- INPUT DATA:
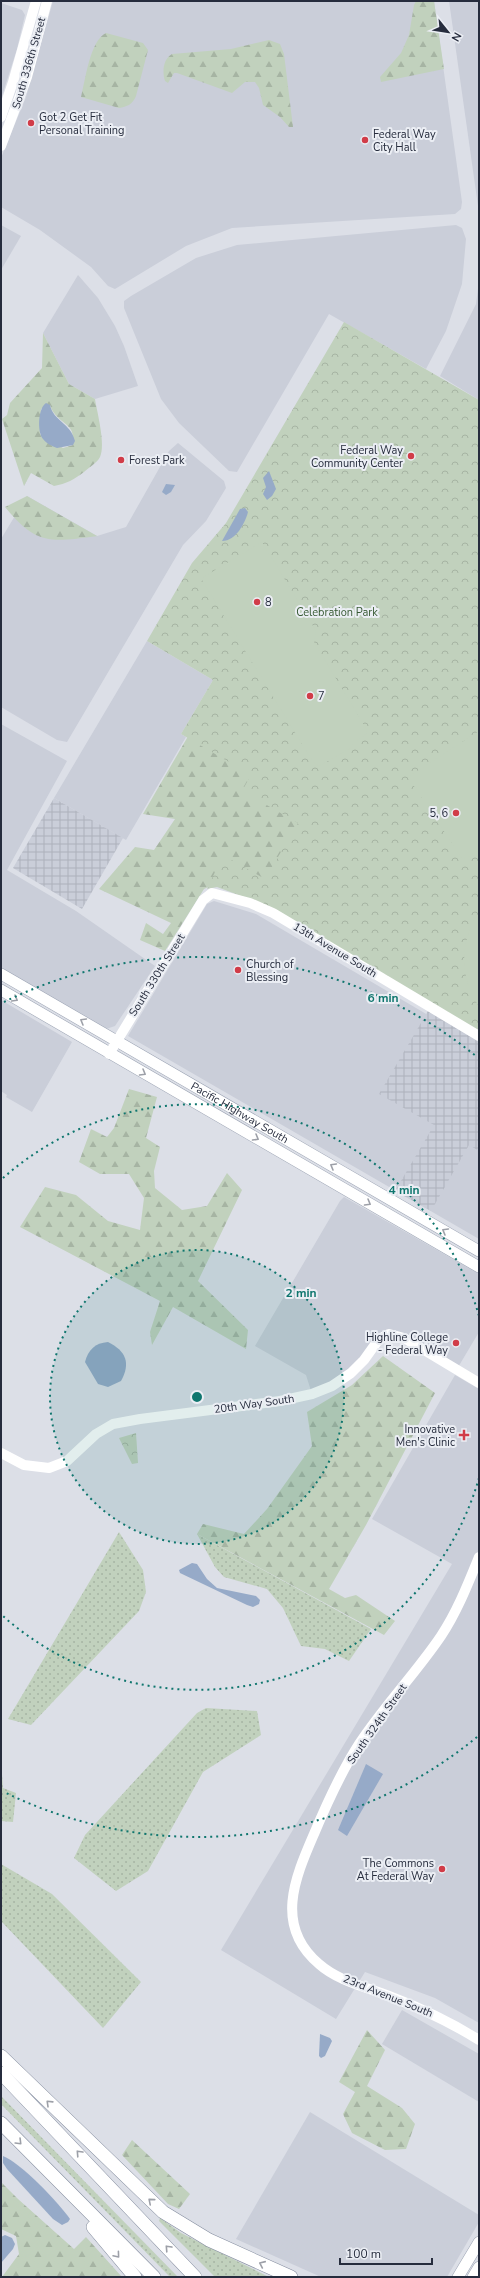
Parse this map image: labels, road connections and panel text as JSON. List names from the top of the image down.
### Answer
{
  "streets": {
    "main road": ["Pacific Highway South"],
    "street": [
      "South 336th Street",
      "13th Avenue South",
      "South 330th Street",
      "20th Way South",
      "South 324th Street",
      "23rd Avenue South"
    ]
  },
  "crossings": [
    ["13th Avenue South", "South 330th Street"],
    ["South 330th Street", "Pacific Highway South"],
    ["South 324th Street", "23rd Avenue South"]
  ],
  "parks": ["Celebration Park"],
  "places": {
    "other": [
      "Got 2 Get Fit Personal Training",
      "Federal Way City Hall",
      "Federal Way Community Center",
      "Forest Park",
      "8",
      "7",
      "5, 6",
      "Church of Blessing",
      "Highline College - Federal Way",
      "The Commons At Federal Way"
    ],
    "health": ["Innovative Men's Clinic"]
  },
  "scale_bar": "100 m",
  "north": "bottom right",
  "rings": ["6 min", "4 min", "2 min"]
}
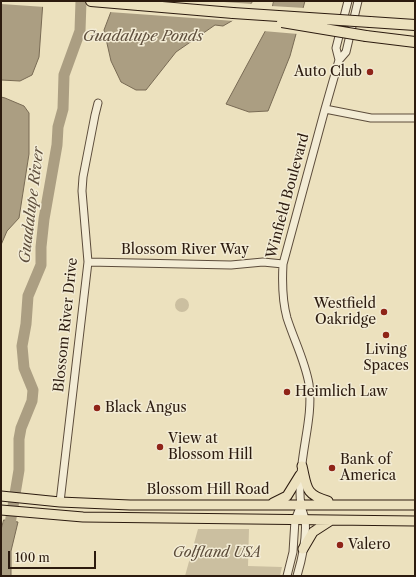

- ACTION ITEM: Return the material in full and unaltered, minus its pictures.

- TASK ANSWER:
Parse this map image: labels, road connections and panel text as JSON. List names from the top of the image down.
### Answer
{
  "streets": {
    "main road": ["Pacific Highway South"],
    "street": [
      "South 336th Street",
      "13th Avenue South",
      "South 330th Street",
      "20th Way South",
      "South 324th Street",
      "23rd Avenue South"
    ]
  },
  "crossings": [
    ["13th Avenue South", "South 330th Street"],
    ["South 330th Street", "Pacific Highway South"],
    ["South 324th Street", "23rd Avenue South"]
  ],
  "parks": ["Celebration Park"],
  "places": {
    "other": [
      "Got 2 Get Fit Personal Training",
      "Federal Way City Hall",
      "Federal Way Community Center",
      "Forest Park",
      "8",
      "7",
      "5, 6",
      "Church of Blessing",
      "Highline College - Federal Way",
      "The Commons At Federal Way"
    ],
    "health": ["Innovative Men's Clinic"]
  },
  "scale_bar": "100 m",
  "north": "bottom right",
  "rings": ["6 min", "4 min", "2 min"]
}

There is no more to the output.